Dicke Superradiance and Hanbury Brown and Twiss Intensity Interference: Two Sides of the Same Coin

Superradiance is one of the outstanding problems in quantum optics since Dicke introduced the concept of enhanced directional spontaneous emission by an ensemble of identical two-level atoms, situated in a collective highly entangled Dicke state [1]. However, the production of Dicke states with higher number of excitations remains a challenge. One option is the repeated measurements of photons at particular positions starting from the fully excited system. This amounts to measuring the m-th order photon correlation function for N > m emitters.

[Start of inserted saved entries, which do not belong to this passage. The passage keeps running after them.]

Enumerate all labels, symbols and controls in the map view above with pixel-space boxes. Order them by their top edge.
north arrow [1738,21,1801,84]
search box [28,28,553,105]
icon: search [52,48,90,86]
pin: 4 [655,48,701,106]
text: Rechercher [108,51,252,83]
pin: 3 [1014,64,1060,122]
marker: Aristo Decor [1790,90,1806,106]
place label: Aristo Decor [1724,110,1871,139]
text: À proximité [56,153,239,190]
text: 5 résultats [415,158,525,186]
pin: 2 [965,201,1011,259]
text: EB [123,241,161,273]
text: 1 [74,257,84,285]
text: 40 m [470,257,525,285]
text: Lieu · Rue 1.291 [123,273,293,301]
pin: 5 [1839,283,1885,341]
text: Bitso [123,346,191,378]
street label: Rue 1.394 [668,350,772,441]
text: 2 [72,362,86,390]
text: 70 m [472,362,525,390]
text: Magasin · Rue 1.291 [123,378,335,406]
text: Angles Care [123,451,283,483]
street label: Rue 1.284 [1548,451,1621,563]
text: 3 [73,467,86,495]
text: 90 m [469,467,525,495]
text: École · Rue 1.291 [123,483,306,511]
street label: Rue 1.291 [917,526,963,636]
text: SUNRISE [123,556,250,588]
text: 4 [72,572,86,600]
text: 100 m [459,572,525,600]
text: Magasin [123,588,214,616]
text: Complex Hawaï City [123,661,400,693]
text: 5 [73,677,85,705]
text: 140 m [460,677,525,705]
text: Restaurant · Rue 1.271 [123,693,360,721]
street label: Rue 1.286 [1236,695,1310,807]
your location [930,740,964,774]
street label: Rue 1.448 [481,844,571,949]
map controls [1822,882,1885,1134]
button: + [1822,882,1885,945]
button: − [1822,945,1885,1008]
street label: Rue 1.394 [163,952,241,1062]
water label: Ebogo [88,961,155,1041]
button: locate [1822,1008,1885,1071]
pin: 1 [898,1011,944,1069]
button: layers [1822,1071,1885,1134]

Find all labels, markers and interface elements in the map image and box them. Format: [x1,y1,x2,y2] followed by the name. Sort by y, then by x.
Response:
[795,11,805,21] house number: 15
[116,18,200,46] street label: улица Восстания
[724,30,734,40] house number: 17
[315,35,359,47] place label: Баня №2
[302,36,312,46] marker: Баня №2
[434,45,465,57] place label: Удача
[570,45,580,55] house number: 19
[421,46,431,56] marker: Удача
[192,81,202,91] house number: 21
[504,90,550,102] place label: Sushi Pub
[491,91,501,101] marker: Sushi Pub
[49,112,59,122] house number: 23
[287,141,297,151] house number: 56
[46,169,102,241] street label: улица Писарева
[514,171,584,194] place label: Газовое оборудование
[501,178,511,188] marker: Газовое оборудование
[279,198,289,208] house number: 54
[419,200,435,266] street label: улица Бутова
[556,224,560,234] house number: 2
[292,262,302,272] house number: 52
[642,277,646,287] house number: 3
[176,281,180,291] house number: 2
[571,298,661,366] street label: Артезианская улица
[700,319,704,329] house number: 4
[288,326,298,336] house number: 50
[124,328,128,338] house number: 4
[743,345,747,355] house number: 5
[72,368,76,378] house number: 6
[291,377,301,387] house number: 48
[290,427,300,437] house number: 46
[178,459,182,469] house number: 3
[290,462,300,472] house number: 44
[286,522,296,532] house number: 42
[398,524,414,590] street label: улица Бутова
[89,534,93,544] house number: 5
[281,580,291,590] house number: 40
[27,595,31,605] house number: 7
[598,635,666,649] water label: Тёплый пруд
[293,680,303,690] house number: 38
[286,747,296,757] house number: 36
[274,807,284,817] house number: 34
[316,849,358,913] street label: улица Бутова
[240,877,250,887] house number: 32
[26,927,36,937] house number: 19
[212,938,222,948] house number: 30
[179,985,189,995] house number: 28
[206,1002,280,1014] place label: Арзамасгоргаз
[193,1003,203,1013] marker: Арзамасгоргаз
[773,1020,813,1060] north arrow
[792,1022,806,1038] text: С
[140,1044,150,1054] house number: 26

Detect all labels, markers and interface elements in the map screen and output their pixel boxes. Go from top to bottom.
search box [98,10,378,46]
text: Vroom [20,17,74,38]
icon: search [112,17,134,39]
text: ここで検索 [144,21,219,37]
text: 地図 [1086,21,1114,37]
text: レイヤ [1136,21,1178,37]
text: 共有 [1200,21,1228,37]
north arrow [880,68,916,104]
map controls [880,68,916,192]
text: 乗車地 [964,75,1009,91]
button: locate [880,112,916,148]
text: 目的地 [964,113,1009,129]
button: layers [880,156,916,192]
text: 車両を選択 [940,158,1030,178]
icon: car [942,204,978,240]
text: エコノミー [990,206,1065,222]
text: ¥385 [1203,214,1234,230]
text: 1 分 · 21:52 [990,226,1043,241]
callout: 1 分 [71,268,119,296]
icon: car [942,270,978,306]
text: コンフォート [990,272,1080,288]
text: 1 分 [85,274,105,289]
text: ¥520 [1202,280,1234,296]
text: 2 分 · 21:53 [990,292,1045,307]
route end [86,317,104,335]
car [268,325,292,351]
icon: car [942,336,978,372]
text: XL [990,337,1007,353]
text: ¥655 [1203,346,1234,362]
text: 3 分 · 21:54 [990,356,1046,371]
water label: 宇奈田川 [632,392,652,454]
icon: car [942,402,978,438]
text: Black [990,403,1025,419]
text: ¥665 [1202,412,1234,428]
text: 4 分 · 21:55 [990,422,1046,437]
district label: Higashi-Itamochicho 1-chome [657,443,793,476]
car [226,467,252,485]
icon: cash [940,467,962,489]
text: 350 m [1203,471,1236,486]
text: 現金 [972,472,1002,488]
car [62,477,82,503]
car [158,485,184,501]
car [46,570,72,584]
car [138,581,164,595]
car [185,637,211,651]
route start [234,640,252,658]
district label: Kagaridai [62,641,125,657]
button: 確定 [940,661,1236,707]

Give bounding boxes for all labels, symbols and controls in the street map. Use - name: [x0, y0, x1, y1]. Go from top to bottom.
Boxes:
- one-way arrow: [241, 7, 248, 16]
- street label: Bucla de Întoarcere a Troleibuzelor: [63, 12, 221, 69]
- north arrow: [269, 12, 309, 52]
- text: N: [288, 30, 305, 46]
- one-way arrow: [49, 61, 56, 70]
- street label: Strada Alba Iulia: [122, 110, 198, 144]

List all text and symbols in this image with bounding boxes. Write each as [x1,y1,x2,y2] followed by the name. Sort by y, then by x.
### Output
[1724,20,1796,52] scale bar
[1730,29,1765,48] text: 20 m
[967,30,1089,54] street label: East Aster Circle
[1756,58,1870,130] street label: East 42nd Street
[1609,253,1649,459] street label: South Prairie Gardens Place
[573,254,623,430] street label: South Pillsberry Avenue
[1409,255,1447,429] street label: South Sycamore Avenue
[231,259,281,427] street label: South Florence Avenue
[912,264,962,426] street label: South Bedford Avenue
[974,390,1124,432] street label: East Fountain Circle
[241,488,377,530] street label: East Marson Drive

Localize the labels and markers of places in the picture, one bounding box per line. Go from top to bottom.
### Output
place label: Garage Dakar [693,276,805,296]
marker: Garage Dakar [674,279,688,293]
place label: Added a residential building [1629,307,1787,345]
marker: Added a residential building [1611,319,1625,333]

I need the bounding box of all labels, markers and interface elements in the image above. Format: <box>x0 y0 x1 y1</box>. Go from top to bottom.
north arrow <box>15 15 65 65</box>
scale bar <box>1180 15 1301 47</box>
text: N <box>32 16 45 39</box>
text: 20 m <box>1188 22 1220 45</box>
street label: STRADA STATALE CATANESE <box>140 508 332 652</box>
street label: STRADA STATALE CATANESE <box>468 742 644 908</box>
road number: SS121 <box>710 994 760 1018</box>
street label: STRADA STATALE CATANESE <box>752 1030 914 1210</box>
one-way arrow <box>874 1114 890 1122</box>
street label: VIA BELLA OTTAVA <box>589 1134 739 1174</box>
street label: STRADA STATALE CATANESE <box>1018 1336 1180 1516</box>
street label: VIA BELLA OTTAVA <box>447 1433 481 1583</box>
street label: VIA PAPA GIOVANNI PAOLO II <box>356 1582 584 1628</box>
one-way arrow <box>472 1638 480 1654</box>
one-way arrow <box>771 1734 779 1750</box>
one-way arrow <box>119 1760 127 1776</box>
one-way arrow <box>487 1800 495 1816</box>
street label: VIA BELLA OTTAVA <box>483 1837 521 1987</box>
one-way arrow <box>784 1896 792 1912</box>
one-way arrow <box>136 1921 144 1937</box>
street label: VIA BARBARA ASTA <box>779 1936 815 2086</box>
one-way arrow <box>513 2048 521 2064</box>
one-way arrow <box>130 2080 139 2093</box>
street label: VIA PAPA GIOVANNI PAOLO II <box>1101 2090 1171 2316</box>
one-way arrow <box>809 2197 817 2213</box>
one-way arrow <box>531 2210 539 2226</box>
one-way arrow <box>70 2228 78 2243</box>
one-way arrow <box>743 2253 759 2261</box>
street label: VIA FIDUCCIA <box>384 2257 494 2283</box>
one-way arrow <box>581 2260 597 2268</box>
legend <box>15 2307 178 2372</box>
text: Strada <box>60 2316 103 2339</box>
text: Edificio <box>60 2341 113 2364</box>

In this case, if the detection is unable to identify the individual photon source, the collective system cascades down the ladder of symmetric Dicke states each time a photon is recorded, even for widely separated emitters. This is another example of measurement induced entanglement among parties which do not directly interact with each other [2–9]. Following this approach we show that an enhanced directional emission of spontaneous radiation can be produced via measurement of higher order correlation functions starting from initially uncorrelated systems [10,11]. The approach is applicable to a wide variety of quantum emitters like trapped atoms, ions, quantum dots or NV-centers. Surprisingly, the method is also valid for initially uncorrelated incoherent classical emitters. This is experimentally confirmed with up to eight statistically independent thermal light sources [11]. In both cases, i.e., for classical and quantum sources, the arrangement to measure the higher order correlation functions corresponds to a generalized Hanbury Brown and Twiss setup. This shows that the two phenomena, superradiance and the Hanbury Brown and Twiss effect, stem from the same interference phenomenon and are two sides of the same coin.